Digitized images were transferred to a Silicon Graphics Iris computer. The images were edited in three steps. First, average background in each panel of the montage was determined by sampling pixels in that panel. The difference between this value and the average background for the whole image was subtracted from each pixel in the panel. Second, cut-marks produced by the montaging process were replaced with a slightly noisy ramp of intensity values based on interpolation between the average intensity to the left and right of the cut. Finally, mean background was subtracted from the whole image.

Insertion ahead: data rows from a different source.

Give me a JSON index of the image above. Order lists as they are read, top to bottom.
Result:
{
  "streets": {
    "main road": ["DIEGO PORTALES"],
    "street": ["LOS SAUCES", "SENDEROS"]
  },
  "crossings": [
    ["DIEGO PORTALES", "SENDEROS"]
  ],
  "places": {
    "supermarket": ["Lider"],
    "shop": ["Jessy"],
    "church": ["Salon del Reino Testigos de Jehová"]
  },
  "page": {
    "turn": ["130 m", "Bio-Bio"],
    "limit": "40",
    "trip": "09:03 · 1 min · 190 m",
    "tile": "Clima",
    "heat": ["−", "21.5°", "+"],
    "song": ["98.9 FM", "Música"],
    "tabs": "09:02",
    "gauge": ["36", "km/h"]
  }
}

Formulas for spherical or spheroidal harmonic functions (Hobson, 1931; Flammer, 1957; Hunding, 1983) were used to plot harmonic patterns. Data for the spheroidal harmonic functions were kindly computed by Axel Hunding at the University of Copenhagen. Three-dimensional representations of harmonic functions were produced using a surfacegenerating program written by David Laur of the Interactive Computer Graphics Lab at Princeton University.

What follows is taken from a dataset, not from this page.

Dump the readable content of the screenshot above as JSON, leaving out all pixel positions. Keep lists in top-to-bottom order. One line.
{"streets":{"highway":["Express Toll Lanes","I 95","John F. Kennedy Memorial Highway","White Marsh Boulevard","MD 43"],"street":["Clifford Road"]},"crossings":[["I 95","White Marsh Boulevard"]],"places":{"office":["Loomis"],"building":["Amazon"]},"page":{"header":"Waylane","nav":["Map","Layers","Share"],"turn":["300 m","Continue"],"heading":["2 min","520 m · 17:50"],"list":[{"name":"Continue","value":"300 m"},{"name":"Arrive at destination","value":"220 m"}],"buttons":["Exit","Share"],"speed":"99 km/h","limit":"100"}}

Final tip patterns on large whorls

On whorls of normal size, tips were equally spaced around the equator (Fig. 1B,C) (Cox et al. 1988). On larger than normal whorls, as determined by scanning electron microscopy, tips formed over the entire surface. These tips still appeared to be reasonably well spaced (Figs 1D,E; 2A,B). Sometimes, tips did not form at all on large, elongate whorls until the whorl segmented into a series of smaller whorls (Fig. 2C).

Fig. 2.

Stereopair scanning-electron micrographs of larger than normal, ellipsoidally shaped whorls. (A,B) Whorls with tips distributed in fairly regular arrays, comparable to those observed in more spherical whorls. (C) An especially elongated whorl in the process of segmenting into a chain of small whorls. Bar, 20 μm.

Fig. 2.

Stereopair scanning-electron micrographs of larger than normal, ellipsoidally shaped whorls. (A,B) Whorls with tips distributed in fairly regular arrays, comparable to those observed in more spherical whorls. (C) An especially elongated whorl in the process of segmenting into a chain of small whorls. Bar, 20 μm.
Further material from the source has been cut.